Although Lena left her house twice before in the novel, neither were reasons for herself. She went to the first party to prove Hana wrong, and immediately regretted her decision; she went to the second to warn Hana (and the others) that it was a raid night. In chapter fifteen, Lena asks Alex to meet her in the store’s backroom to make out as she “can’t stand it … five more hours to get through before I’m supposed to meet him” (Oliver 240). This is the first time Lena does something knowingly illegal that could get both her and Alex into trouble for her own pleasure. This is a sign of stage one Amor Deliria Nervosa, as she has “impaired reasoning skills”, and it is also at-risk behaviour as her disease is an “endemic to the community” she comes from (Oliver 147, Harris 25). Although Lena has exhibited other signs of Amor Deliria Nervosa, in this scene she fully comprehends the risks, but goes on anyway, showing her “troubled relationship [with] consumption” (making out) (Harris 27).

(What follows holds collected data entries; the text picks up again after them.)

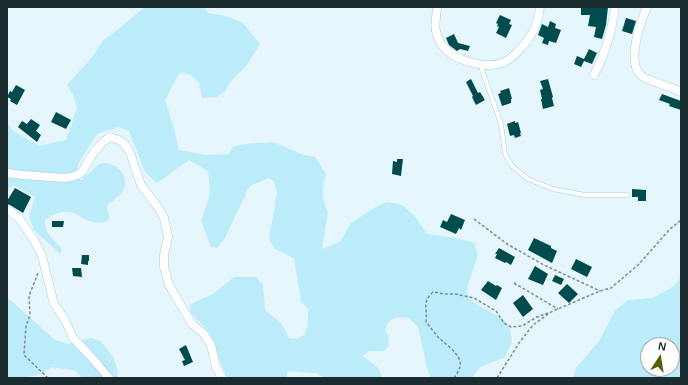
<!DOCTYPE html>
<style>
body{margin:0}
#map{position:relative;width:688px;height:385px;overflow:hidden;background:#e5f6fc;font-family:Helvetica,sans-serif}
canvas{display:block}
.frame{position:absolute;inset:0;border:8px solid #1b2c31;pointer-events:none}
.north{position:absolute;left:640px;top:337px;width:40px;height:40px;box-sizing:border-box;background:#fff;border:1px solid #a4abad;border-radius:50%;rotate:12deg;font-size:11px;font-weight:700;line-height:16px;text-align:center;color:#1b2c31}
.north::after{content:'';display:block;margin:auto;width:14px;height:18px;background:#526103;clip-path:polygon(50% 0,100% 100%,50% 72%,0 100%)}
</style>
<div id="map">
<canvas width="688" height="385"></canvas>
<div class="frame"></div>
<div class="north">N</div>
</div>
<script>
const c = document.querySelector('canvas').getContext('2d');
c.lineJoin = 'round';
function paint(path, color) { c.fillStyle = color; c.fill(path, 'evenodd'); }
function stroke(path, color, width, dash) { c.strokeStyle = color; c.lineWidth = width; c.lineCap = dash ? 'butt' : 'round'; c.setLineDash(dash || []); c.stroke(path); }
paint(new Path2D(`
 M 145,7 L 204,7 L 208,13 L 226,16 L 243,23 L 260,44 L 247,65 L 231,81 L 225,91 L 217,97 L 202,98 L 199,83 L 191,75 L 180,72 L 165,100 L 173,125 L 179,150 L 205,155 L 228,154 L 233,147 L 245,144 L 273,142 L 304,155 L 315,157 L 326,174 L 323,187 L 323,199 L 328,212 L 322,249 L 340,242 L 351,223 L 374,208 L 387,202 L 403,205 L 417,219 L 427,234 L 457,238 L 474,243 L 478,255 L 468,285 L 467,292 L 470,298 L 474,303 L 503,319 L 510,329 L 512,342 L 506,355 L 503,358 L 480,367 L 472,378 L 431,378 L 427,368 L 418,327 L 409,318 C 397,317 389,316 385,330 L 389,338 L 388,347 L 384,351 L 369,351 L 363,356 L 378,368 L 382,377 L 381,378 L 325,378 L 316,373 L 290,371 L 287,373 L 287,378 L 227,378 L 209,332 L 191,313 L 190,310 L 190,305 L 193,303 L 213,294 L 234,277 L 256,277 L 263,285 L 265,310 L 281,323 L 289,338 L 296,339 L 304,335 L 308,324 L 308,309 L 304,305 L 301,301 L 294,258 L 275,249 L 269,239 L 277,192 L 274,181 L 269,178 L 252,185 L 248,189 L 225,238 L 217,248 L 211,247 L 201,221 L 210,194 L 208,171 L 189,160 L 157,183 L 145,172 L 129,131 L 119,127 L 97,134 L 78,164 L 78,177 L 81,180 L 98,165 C 104,162 108,163 113,165 C 118,167 120,170 123,174 C 129,186 122,193 113,201 C 112,202 109,203 108,205 C 106,209 108,213 110,217 C 107,225 94,223 87,220 C 81,218 76,213 69,212 C 62,210 52,215 45,220 C 43,232 54,240 62,249 L 60,254 L 34,230 L 29,216 L 35,197 L 13,185 L 7,192 L 7,121 L 12,130 L 39,146 L 66,140 L 77,108 L 73,95 L 67,85 L 93,56 L 103,40 L 116,31 Z
 M 681,277 L 681,378 L 573,378 L 576,368 L 599,341 L 615,311 L 625,302 L 629,300 L 653,298 L 674,286 ZM 648,345 L 672,345 L 672,369 L 648,369 Z
 M 7,297 L 55,340 L 68,344 L 91,338 L 100,341 L 104,345 L 113,357 L 117,368 L 118,378 L 82,378 L 76,371 L 73,370 L 52,367 L 38,375 L 23,378 L 9,378 L 7,377 Z`), '#bcebfa');
paint(new Path2D(`
 M 581,7 L 608,7 L 606,25 L 602,39 L 594,37 L 596,27 L 588,26 L 590,15 L 581,15 Z
 M 500,15 L 511,20 L 509,24 L 512,25 L 506,38 L 496,33 L 499,27 L 497,26 L 498,24 L 496,23 Z
 M 626,18 L 636,21 L 632,34 L 622,31 Z
 M 550,21 L 556,24 L 555,28 L 561,30 L 556,43 L 549,41 L 548,45 L 542,43 L 544,38 L 538,35 L 542,24 L 548,27 Z
 M 454,34 L 458,43 L 470,46 L 468,51 L 460,49 L 457,51 L 449,45 L 446,38 Z
 M 589,49 L 597,53 L 592,64 L 584,61 L 581,67 L 574,64 L 577,56 L 584,59 Z
 M 471,79 L 478,93 L 480,92 L 485,100 L 476,105 L 472,97 L 473,96 L 466,82 Z
 M 548,79 L 553,97 L 552,98 L 554,106 L 543,109 L 541,99 L 542,99 L 540,90 L 543,89 L 540,81 Z
 M 16,85 L 25,90 L 17,105 L 10,101 L 11,99 L 7,97 L 10,91 L 12,92 Z
 M 509,88 L 512,99 L 511,99 L 511,103 L 502,106 L 498,94 L 501,93 L 500,91 Z
 M 662,94 L 681,101 L 681,110 L 669,106 L 670,104 L 659,100 Z
 M 56,112 L 71,120 L 66,129 L 51,122 Z
 M 31,119 L 40,125 L 36,131 L 41,135 L 37,142 L 18,127 L 22,121 L 27,124 Z
 M 515,121 L 515,123 L 518,122 L 521,133 L 520,133 L 521,136 L 515,138 L 514,135 L 510,136 L 507,124 Z
 M 397,159 L 403,159 L 401,176 L 392,174 L 393,161 L 397,162 Z
 M 15,188 L 31,197 L 23,213 L 10,205 L 7,204 L 7,201 Z
 M 632,189 L 646,190 L 646,201 L 638,201 L 638,197 L 632,197 Z
 M 451,214 L 465,220 L 461,230 L 459,228 L 456,234 L 440,227 L 443,220 L 447,222 Z
 M 52,221 L 64,221 L 63,227 L 52,227 Z
 M 534,238 L 551,246 L 551,248 L 557,251 L 552,263 L 528,250 Z
 M 499,248 L 515,257 L 511,265 L 506,262 L 505,263 L 495,258 L 497,254 L 495,254 Z
 M 82,255 L 89,255 L 89,261 L 88,261 L 88,265 L 81,264 Z
 M 576,259 L 592,267 L 587,277 L 571,269 Z
 M 535,266 L 548,274 L 543,285 L 528,279 Z
 M 72,268 L 81,268 L 82,277 L 73,276 Z
 M 555,275 L 564,279 L 561,285 L 552,281 Z
 M 488,281 L 496,286 L 497,285 L 502,288 L 496,300 L 481,290 Z
 M 567,284 L 578,294 L 569,303 L 558,293 Z
 M 523,295 L 533,309 L 523,317 L 513,303 Z
 M 186,345 L 193,362 L 184,366 L 182,361 L 185,360 L 179,349 Z`), '#004b4e');
const lane = new Path2D(`
 M 480,64 L 501,124 L 505,154 L 512,166 L 528,179 L 553,189 L 585,195 L 628,195`);
const street = new Path2D(`
 M 437,7 C 437,14 434,25 436,31 C 437,36 440,42 442,45 C 454,61 487,70 504,62 C 514,58 529,40 533,31 C 537,24 539,15 540,7
 M 647,7 C 640,23 625,65 643,77 C 646,79 651,80 655,82 C 664,85 672,88 681,92
 M 594,75 C 605,55 612,30 615,7
 M 7,173 L 23,175 L 65,178 L 75,176 L 82,172 L 94,152 L 103,142 L 110,137 L 119,140 L 125,144 L 131,155 L 141,185 L 157,206 L 164,218 L 168,237 L 164,255 L 164,267 L 169,285 L 192,324 L 204,334 L 211,345 L 216,367 L 222,378
 M 7,209 L 19,218 L 34,240 L 42,256 L 54,304 L 65,320 L 73,338 L 94,360 L 109,378`);
stroke(lane, '#a5cfdd', 5);
stroke(street, '#a5cfdd', 9);
stroke(new Path2D(`
 M 474,219 L 507,244 L 544,265 L 600,291
 M 38,273 L 29,296 L 30,315 L 26,326 L 24,355 L 48,378
 M 514,283 L 558,309
 M 454,378 C 456,375 459,371 460,367 C 463,355 445,344 438,337 C 434,332 430,327 426,322 C 428,308 421,303 433,292 L 445,294 L 455,294 L 474,298 L 496,311 L 504,323 L 511,327 L 522,326 L 537,317 L 548,313
 M 497,378 L 519,343 L 533,325 L 551,312 L 600,291 L 611,288 L 638,265 L 670,229 L 681,220`), '#7c8d93', 1.5, [3, 2]);
stroke(lane, '#fff', 4);
stroke(street, '#fff', 8);
</script>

Lena’s acceptance of Amor Deliria Nervosa, is key to her development as a character. As discussed in lecture, Lena is not your typical Young Adult Heroine. Unlike Katniss Everdeen, Lena abides by and trusts in the laws laid out in society, specifically ‘The Book of Shh’, and has no interest in rebelling. This is until her love affair with Alex begins. Once Lena opens herself up to the ‘disease’ that is love, we also see her open her mind. She starts to question her society and the rules that govern it, and she no longer quells her curiosity, and instead pursues it. Breaking curfew, leaving Portland, and kissing a boy, are signs of a matured Lena, a version of herself who no longer strives for conformity. It is with this gradual increase of rebellion, that we Lena shift from protagonist to heroine in the novel.
Two Discussion Questions:
Why do you think Lena eventually submits to Amor Deliria Nervosa, rather than try to fight it off?
To what extent do you think (or not think) Lena is a “spectacular girl”?
Basu, Broad, and Hintz. “Introduction.” Contemporary Dystopian Fiction for Young Adults: Brave New Teenagers. Routledge, 2013.
Oliver, Lauren. Delirium. Harper, 2011. Print.
Projansky, Sarah. “Introduction.” Finding Alternative Girlhoods. New York University Press, 2014.